Ce droit à la santé, finalement, conditionne tous les autres droits des femmes ?

Oui, c’est la théorie de la citoyenneté qu’avait proposée à la fin des années 1940 Thomas H. Marshall, un sociologue britannique qui avait contribué à penser le plan Beveridge de sécurité sociale universelle en Angleterre. Selon lui, il existe trois formes de citoyenneté. La première, la citoyenneté civile, correspond à l’ensemble de nos libertés fondamentales héritées du xviiie siècle, qui ont abouti, concrètement, au système de séparation des pouvoirs et aux cours de justice. Puis, au xixe siècle, dans les sociétés européennes, est apparue la citoyenneté politique, avec le droit de vote, d’abord limité à certains hommes puis étendu à d’autres catégories.

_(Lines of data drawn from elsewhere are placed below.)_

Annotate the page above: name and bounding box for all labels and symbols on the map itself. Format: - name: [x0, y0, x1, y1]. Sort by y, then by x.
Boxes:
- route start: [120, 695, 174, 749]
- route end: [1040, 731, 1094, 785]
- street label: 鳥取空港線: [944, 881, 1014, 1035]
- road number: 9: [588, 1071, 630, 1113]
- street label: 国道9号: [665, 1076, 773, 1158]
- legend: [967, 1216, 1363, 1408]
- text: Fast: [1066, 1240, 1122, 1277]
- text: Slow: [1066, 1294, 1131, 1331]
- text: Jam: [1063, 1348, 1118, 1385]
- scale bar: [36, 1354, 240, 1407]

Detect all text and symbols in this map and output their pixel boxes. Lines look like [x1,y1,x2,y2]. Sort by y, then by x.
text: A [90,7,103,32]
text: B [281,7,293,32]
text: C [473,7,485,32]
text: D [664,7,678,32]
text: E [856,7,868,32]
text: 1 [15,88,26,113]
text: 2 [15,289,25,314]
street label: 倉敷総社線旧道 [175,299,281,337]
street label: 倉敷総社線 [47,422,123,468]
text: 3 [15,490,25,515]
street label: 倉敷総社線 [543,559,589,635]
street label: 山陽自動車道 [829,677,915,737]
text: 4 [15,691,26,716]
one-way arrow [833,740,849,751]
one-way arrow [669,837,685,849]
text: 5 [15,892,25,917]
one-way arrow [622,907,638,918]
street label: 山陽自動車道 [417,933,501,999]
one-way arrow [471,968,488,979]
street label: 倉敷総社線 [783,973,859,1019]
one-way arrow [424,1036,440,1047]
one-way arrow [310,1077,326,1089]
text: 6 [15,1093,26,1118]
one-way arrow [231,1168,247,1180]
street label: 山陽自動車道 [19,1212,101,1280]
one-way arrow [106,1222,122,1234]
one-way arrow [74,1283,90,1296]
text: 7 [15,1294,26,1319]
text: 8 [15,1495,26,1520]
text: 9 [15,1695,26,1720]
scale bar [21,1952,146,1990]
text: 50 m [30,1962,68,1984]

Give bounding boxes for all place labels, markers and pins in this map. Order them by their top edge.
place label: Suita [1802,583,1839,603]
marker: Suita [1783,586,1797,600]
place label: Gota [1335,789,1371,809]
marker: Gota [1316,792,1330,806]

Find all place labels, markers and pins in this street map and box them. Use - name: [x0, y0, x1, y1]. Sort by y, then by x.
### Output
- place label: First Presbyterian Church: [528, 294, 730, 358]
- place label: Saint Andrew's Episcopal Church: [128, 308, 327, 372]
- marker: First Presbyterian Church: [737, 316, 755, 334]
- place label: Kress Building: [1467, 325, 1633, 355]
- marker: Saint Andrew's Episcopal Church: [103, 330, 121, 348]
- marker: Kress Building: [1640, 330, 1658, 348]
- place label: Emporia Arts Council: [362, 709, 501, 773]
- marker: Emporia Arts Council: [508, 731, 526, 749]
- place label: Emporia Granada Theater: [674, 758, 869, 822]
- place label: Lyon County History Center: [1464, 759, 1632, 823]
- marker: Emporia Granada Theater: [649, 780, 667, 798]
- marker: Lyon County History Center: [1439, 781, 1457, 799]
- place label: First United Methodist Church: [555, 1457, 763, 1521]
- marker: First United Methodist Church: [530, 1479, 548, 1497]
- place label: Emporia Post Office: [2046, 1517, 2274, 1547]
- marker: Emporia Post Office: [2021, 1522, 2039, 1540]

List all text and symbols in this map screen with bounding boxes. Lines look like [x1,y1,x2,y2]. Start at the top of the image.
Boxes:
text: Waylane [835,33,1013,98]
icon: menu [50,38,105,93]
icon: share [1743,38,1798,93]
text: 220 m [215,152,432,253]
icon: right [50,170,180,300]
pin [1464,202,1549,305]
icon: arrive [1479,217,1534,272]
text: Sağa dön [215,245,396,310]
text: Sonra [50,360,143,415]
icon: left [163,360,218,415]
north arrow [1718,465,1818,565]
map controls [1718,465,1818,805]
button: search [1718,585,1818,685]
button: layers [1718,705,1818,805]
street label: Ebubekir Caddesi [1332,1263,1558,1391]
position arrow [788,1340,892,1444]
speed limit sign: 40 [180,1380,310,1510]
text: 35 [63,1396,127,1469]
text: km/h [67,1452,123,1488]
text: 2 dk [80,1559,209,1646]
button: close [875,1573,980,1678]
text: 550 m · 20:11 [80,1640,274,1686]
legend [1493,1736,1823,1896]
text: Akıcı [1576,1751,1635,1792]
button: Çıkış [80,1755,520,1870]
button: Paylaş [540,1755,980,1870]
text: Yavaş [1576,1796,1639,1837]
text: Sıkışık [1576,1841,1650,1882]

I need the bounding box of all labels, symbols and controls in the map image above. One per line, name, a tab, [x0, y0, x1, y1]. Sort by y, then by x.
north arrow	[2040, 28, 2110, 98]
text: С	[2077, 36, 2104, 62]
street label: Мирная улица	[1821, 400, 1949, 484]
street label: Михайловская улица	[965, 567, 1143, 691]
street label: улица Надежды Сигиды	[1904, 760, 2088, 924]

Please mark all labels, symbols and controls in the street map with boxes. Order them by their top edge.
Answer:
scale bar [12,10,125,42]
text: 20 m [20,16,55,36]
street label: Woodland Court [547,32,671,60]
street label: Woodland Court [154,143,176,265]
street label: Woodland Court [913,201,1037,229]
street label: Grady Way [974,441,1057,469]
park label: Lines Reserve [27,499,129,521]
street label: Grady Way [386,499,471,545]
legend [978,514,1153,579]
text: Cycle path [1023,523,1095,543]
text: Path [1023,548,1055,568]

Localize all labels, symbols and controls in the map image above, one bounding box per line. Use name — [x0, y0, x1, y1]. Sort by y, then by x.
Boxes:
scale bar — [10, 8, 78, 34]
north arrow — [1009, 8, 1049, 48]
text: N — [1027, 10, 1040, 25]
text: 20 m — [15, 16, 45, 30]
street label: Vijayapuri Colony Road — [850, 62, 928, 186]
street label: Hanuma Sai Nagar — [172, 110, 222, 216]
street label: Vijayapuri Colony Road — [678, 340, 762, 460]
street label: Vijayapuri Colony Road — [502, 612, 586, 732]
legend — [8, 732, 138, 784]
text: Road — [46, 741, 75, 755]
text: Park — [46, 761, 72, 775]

La citoyenneté sociale, advenue en France avec la création de la Sécurité sociale en 1945 et le déploiement des services publics, enfin, permet aux individus qui composent une nation de satisfaire des besoins élémentaires en bénéficiant d’une protection sociale. Or, sans ce troisième volet, un individu n’est pas en capacité de profiter des deux autres formes de citoyenneté et de les faire valoir. Une femme entravée dans la maîtrise de son destin reproductif, dans un sens ou dans un autre, est privée d’une liberté fondamentale. Une femme dont le travail n’est pas rémunéré de manière égale à celui d’un homme qui occupe le même emploi ne peut subvenir à ses besoins dans les mêmes conditions. C’est parce que cette citoyenneté est fondamentale que la notion de service public a été si importante au sortir de la Seconde Guerre mondiale, et qu’elle est restée, pendant des décennies, l’un des socles de notre modèle démocratique en France. L’extrême droite et les droites en général s’y sont toujours opposées.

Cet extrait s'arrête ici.